Technical Challenges

Managing continuous motion is a challenge Iv and Nevesbu have been working on for over eight years. The key question is: what are the platform’s motions under high wind and wave conditions, and how do we address them?

Cables and Equipment

The challenge posed by platform motions lies in two key elements: the cables and the equipment. The cables, which consist of multiple layers of insulation and shielding around a copper core, must not suffer fatigue from the constant motion caused by the sea’s swell. It is also essential to prevent the cables from suffering from water ingress over time. Cables rated up to 245 kV are now certified for long-term dynamic loading. Equipment must also be able to withstand continuous motion. The mass on the platform accelerates and shifts. Equipment suppliers set strict requirements: ideally, a transformer should be stationary and firmly anchored to the ground or seabed. The heavy motion calls for new specifications and smart structural solutions to minimize the impact of motion and acceleration on the equipment.

Ready for Introduction

The current floating HVAC substation concept is designed for conditions found in the Mediterranean Sea. The design is based on a well-known and proven concept from the oil and gas industry, where semi-submersibles have been used as drilling platforms for over 40 years. Several have also been in use for around 20 years as production platforms that, like the HVAC platform, remain in place without returning to shore for maintenance. Nevesbu’s experience with semi-submersibles dates back to 1990. The electrical system is based on Iv’s twenty-plus years of experience with fixed HVAC and HVDC substations. Utilizing such a proven concept provides confidence that the design will perform as intended. Tailored to the specific requirements of HVAC equipment, it is ready to be adapted for other offshore environments.

Suitable Locations

What are the ideal conditions for the floating HVAC substation? From a water depth of 400 meters, the floating substation becomes an attractive solution for offshore wind farms. The Mediterranean Sea, for instance, off the coast of Italy, is highly suitable for this concept. So is the area west of Scotland, where wind speeds routinely exceed Beaufort force five. The sea off the Californian coast also offers a suitable climate, although current political conditions are less favorable.

HVAC and HVDC

Iv and Nevesbu previously worked on a similar substation using High Voltage Direct Current (HVDC). Theoretically, HVDC is more efficient for long distances due to less energy loss during transport. This HVDC concept, which is larger and more complex than the HVAC substation, has been tested for feasibility. Yet it remains a step too far for now in terms of both technology and financial viability. Two patented innovations have brought technical feasibility closer: one limits the motion of the export cable, and another enhances equipment stability on the floating platform. HVAC is more feasible in the near term. Iv and Nevesbu are eager to push the energy transition forward. Offshore wind development cannot wait. The floating HVDC substation will continue to be developed, as its potential remains strong.

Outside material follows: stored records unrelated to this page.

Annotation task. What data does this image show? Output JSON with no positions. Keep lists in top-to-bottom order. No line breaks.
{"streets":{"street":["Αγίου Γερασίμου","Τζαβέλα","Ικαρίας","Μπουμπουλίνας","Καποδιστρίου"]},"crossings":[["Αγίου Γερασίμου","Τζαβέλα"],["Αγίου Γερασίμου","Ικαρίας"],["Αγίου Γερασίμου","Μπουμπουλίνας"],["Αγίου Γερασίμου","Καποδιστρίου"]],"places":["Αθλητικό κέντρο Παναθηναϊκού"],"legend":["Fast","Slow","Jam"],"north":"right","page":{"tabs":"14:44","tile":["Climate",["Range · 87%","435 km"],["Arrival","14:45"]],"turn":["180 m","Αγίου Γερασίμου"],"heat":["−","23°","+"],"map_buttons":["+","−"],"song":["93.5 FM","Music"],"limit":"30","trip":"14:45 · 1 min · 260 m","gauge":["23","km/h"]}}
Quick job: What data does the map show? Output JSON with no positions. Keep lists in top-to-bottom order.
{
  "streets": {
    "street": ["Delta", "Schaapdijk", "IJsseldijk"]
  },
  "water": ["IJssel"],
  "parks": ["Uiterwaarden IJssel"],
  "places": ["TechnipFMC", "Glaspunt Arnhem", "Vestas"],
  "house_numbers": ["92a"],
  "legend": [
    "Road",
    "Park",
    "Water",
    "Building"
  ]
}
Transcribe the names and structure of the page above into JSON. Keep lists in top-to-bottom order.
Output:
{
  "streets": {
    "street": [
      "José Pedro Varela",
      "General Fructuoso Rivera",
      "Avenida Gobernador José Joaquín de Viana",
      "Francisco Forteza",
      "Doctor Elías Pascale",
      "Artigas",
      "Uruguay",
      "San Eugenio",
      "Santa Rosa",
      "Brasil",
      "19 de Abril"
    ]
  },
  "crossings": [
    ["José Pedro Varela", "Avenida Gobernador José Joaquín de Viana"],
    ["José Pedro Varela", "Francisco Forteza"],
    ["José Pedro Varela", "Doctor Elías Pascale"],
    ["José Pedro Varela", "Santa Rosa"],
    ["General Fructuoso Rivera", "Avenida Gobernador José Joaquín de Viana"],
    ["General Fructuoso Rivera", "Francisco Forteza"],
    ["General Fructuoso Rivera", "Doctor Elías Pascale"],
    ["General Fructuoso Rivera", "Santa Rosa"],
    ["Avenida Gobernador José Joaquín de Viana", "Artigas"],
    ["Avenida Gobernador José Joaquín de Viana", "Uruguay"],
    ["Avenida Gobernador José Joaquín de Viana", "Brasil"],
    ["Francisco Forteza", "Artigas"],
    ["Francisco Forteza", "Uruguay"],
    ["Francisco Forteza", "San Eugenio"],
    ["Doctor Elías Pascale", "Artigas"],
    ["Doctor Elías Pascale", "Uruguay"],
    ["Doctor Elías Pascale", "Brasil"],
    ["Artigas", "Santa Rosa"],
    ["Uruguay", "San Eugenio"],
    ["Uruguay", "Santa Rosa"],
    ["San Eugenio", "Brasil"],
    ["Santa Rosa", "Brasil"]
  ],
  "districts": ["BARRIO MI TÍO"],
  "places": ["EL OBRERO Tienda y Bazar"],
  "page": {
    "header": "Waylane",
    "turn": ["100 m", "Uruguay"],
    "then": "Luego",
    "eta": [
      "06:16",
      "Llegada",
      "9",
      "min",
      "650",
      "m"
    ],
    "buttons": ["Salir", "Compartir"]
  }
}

Taking the Next Step Together

Despite setbacks from geopolitical developments, unclear policies, and rising costs, Europe’s climate ambitions remain high. By 2030, 60 GW of offshore wind capacity must be installed, and 300 GW by 2050. By the end of 2025, capacity is expected to reach 40 GW. The challenge is to enable the energy transition for a growing population. Renewable energy sources require space, and that space is available in deeper seas with consistent wind. For Iv and Nevesbu, this is a unique opportunity to take the next big step in offshore wind development together with operators.